Splunk® Infrastructure Monitoring Add-on

Splunk Infrastructure Monitoring Add-on

This documentation does not apply to the most recent version of Splunk® Infrastructure Monitoring Add-on. For documentation on the most recent version, go to the latest release.

Configure inputs in Splunk Infrastructure Monitoring Add-on

The Splunk Infrastructure Monitoring Add-on contains a modular input called Splunk Infrastructure Monitoring Data Streams. The input uses Splunk Infrastructure Monitoring SignalFlow computations to stream metrics from Infrastructure Monitoring into Splunk using a long-standing modular input job. You can use this metrics data in Splunk apps with a persistent cache and query mechanism.

Consider creating inputs if you require a consistent flow of data into the Splunk platform. For example, you might have saved searches in ITSI that are scheduled to run at a certain interval. In this case, consider leveraging the modular input to avoid creating jobs multiple times and potentially stressing the Splunk platform. Inputs should be configured on a data collection node which is usually a heavy forwarder.

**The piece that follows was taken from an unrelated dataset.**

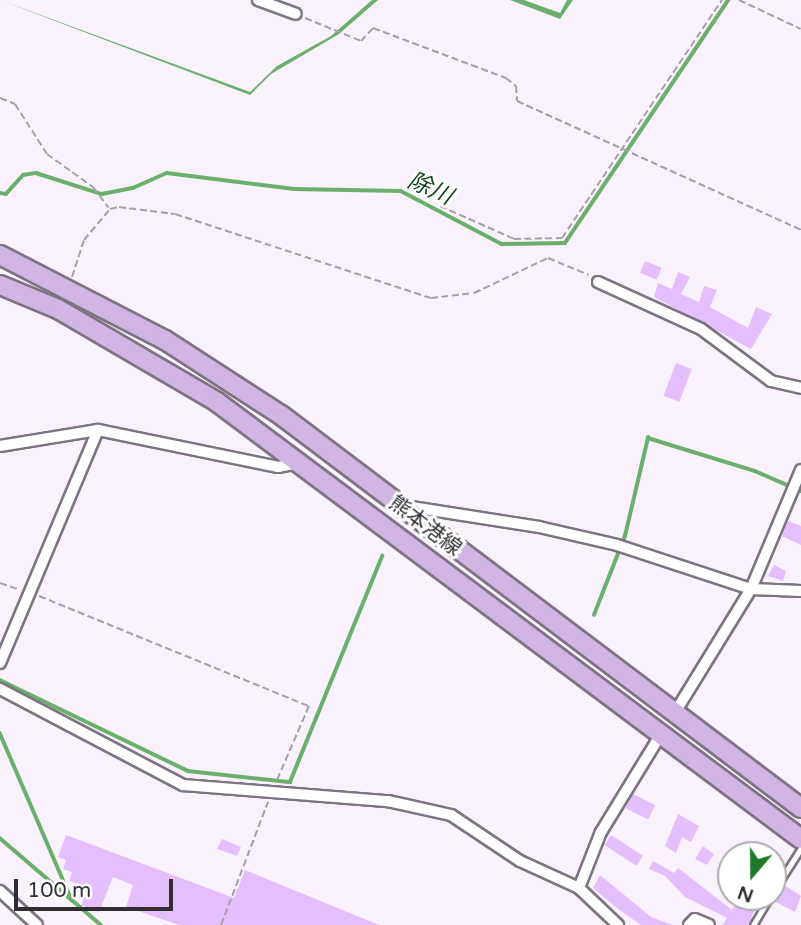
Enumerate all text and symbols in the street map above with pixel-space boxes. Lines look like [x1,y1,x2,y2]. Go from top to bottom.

The following diagram illustrates how the modular input queries the Infrastructure Monitoring SignalFlow API and receives a streaming response. The forwarder then sends that data directly to the sim_metrics index where you can query it from the Splunk search head. The amount of data ingested into the sim_metrics index doesn't count towards your Splunk license usage.

SIMmod.png

Prerequisites

For on-premises Splunk Enterprise deployments, install the add-on on universal or heavy forwarders to access and configure the modular input. For Splunk Cloud deployments, install the add-on on the Inputs Data Manager (IDM). For more information, see Install the Splunk Infrastructure Monitoring Add-on.

Configure the modular input

Perform the following steps on universal or heavy forwarders in a Splunk Enterprise environment, or on the IDM in a Splunk Cloud deployment.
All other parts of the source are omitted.